Thursday, March 25, 2010

Fas-what?

When you travel to another country, you expect a certain degree of difference. You anticipate that the customs, the food, the traditions- they will be, well, different. But you assume that within your own country, certain basics remain intact regardless of the region. Simple customs such as eating pork and sauerkraut for good luck on new year's day or ringing in the Lent season with a fasnacht dipped in molasses, I assumed to be inherent customs. (I even thought that fasnacht day was a national holiday.) It wasn't until I moved West, outside of my Pennsylvania dutch bubble that I realized how far the customs of Americans vary.

Although it's far past both New Years and Fasnacht day (also called "Fat Tuesday", the Tuesday preceding Lent/Ash Wednesday), today I was reminded of my PA dutch roots while I scoured through downtown San Francisco for a pretzel. While by no means did I experience a "culture" shock here in California, and my taste buds have happily welcomed the variety of fresh foods, what I have realized is how weird some of my Pennsylvania "basics" are: I don't gawk at the site of an Amish person in a grocery store or at the mall- after all, I have Amish neighbors. I know that Sunday afternoons, I'll hit traffic- buggy traffic- as the Amish communities break from their day-long sermons at local meeting houses. I've eaten many a shoo-fly pie. We have a distelfink hex sign in my basement. I sat down every New Years day with friends and family to share sauerkraut and pork for good luck. And every Tuesday before Ash Wednesday, my mom would beckon us to the breakfast table with a fasnacht filled with molasses.

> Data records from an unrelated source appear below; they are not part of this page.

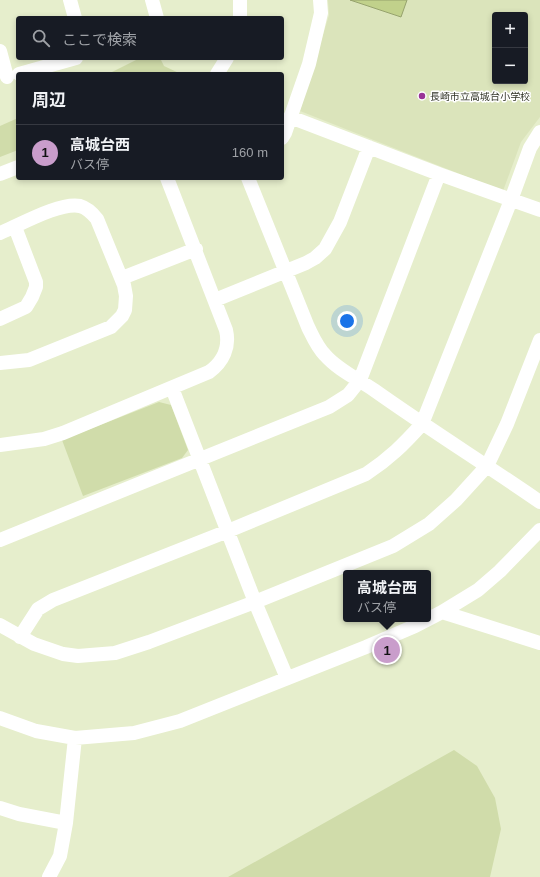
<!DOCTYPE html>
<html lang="ja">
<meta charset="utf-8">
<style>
body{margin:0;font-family:Arial,"Noto Sans JP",sans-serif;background:#20242c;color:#f1f3f6}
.controls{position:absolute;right:12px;top:12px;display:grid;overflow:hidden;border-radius:4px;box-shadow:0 2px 6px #0003}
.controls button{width:36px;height:36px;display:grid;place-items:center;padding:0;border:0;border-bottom:1px solid #363941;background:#171b24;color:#f1f3f6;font:20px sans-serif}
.you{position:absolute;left:347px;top:321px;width:14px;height:14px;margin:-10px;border:3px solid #fff;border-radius:50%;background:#1a73e8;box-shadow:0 0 0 6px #1a73e833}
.badge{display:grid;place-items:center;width:26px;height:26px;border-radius:50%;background:#c99dcb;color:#111;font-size:13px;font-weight:700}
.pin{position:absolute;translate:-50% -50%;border:2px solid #fff;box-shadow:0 1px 4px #0006}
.popup{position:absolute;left:343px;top:570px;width:88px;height:52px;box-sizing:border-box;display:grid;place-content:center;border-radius:4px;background:#171b24;filter:drop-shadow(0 1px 3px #0005);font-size:13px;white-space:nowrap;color:#9ea1a6}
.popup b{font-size:15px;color:#f1f3f6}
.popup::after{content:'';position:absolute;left:50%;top:100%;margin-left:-8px;border:8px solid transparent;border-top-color:#171b24}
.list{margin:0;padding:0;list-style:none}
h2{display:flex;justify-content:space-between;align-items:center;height:52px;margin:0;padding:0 16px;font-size:17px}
h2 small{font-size:13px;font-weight:400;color:#9ea1a6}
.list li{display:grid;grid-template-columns:26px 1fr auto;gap:12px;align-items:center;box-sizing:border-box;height:56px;padding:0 16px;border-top:1px solid #363941}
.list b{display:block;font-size:15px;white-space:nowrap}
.list p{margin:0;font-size:13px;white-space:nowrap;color:#9ea1a6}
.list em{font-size:13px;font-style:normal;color:#9ea1a6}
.icon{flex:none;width:22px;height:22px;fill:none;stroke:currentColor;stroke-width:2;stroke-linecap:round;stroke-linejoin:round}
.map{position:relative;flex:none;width:540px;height:877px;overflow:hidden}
.search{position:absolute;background:#171b24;box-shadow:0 2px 6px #0003;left:16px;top:16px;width:268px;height:44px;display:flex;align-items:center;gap:10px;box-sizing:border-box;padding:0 14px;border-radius:4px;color:#9ea1a6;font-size:15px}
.panel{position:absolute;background:#171b24;box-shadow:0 2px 6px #0003;left:16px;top:72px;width:268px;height:108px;border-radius:4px}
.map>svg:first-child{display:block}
.built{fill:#dbe4bb;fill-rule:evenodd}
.green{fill:#d0dcaa}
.water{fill:#c1d18b;stroke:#96a26d}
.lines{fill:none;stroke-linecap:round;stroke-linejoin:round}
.minor{stroke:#fff;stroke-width:14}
.poi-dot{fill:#993397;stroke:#fff;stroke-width:1.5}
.labels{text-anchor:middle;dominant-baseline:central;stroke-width:3;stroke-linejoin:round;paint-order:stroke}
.poi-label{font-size:10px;fill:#303326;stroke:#fff;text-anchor:start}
</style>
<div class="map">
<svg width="540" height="877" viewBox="0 0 540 877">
<rect width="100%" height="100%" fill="#e6eecc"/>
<!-- built -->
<path class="built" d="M328,0H540V117L521,142L503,191L300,111L329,15ZM495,15H525V81H495Z"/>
<!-- green -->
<path class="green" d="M140,58H160L164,66L181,74H108Z
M18,118V150L0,157V126Z
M159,402L171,405L188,450L182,458L83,496L62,440Z
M454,750L477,766L495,798L501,829L490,877H228Z"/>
<!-- water -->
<path class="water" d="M350,0H407L401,17Z"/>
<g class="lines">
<!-- minor -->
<path class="minor" d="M70,0L75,18
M152,0L157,18
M240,0V18
M0,51L7,77
M19,74L76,58
M217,74L227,58
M290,117L439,174L540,210
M282,138L285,133L309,64L321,13L320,0
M0,174L18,167
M248,178L308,327C313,337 317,347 325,355C338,370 358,379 374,390C429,429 485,464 540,502
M0,233C20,225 59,202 80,206C87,208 93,214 97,219L124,285L126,296L125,310L122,316L111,327L29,360L0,363
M122,278L196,249
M215,300L306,263L315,258L325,249L340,222L369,147
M0,319L26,307L32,297L36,287V282L15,227
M172,388L255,602L287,678
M0,445L44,439L63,433L209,372C223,362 230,347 226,330L167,178
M0,540L329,407L348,395L360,380L439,174
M442,612L540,643
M0,625L34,644L63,654L78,656L115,653L149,642L255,602L393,546L429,524L456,500L487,466L507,424L540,340
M20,637L38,609L53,600L228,531L366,474C389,459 404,444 422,424L511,200L530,148L540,132
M0,718L36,731L75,738L134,733L180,721L366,647L415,626L442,612L478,590L500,571L540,530
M0,808L19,814L66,823
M49,877L60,856L66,823L75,738"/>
</g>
<!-- markers -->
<circle class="poi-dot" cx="422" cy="96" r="4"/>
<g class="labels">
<!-- poi labels -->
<g class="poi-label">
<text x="430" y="96">長崎市立高城台小学校</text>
</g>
</g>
</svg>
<div class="controls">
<button>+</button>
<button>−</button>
</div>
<div class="you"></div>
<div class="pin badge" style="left:387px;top:650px">1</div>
<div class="popup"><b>高城台西</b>バス停</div>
<div class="search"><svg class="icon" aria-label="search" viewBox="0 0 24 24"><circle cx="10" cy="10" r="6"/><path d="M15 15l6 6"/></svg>ここで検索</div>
<section class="panel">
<h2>周辺<small></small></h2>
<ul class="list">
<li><span class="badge">1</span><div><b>高城台西</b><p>バス停</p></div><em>160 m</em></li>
</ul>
</section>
</div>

For those unfamiliar with a fasnacht, it's a deep-fried doughnut (usually fairly dry and lightly dusted with powdered sugar) that is cut open and coated with heavy, sweet molasses served on shrove Tuesday, the last Tuesday before Lent. My mom never made Fasnachts, but they were so common in Pennsylvania that all the grocery stores carried them and they even were served as the dessert in the lunch line at school. To my understanding, the fasnacht was originally made from all the fat, sugars and lard left over in the household prior to the commencement of the fasting season. Since Lent traditionally was a fasting season, the fasnacht stems from the night (nacht) before fasting (fas). I don't speak German, but there's my attempt at the etymology.

Though it shouldn't come as much of a surprise to me that regional variations for fasnachts exist since I was well aware of the Kings Cake from New Orleans, I assumed still that some tradition of consuming a sugary treat existing uniformally among Catholic and Protestants in the US. It came as a shock to me when there was no "typical" California pastry. (I instead indulged in a Green sugar cookie.)

One of my favorite books growing up was "Over and Over" by Charlotte Zolotow, a children's book about a little girl discovering the excitement of the holidays and "what comes next". I feel like once again I'm able to discover "what comes next" as I learn new traditions here in San Francisco. And even though most people star blankly at me when I go into my disertation about rumspringa or they gape at the fact that my parents hired Amish to rennovate our kitchen, I'm always pleased to educate on my micro-culture from the rolling hills of Pennsylvania.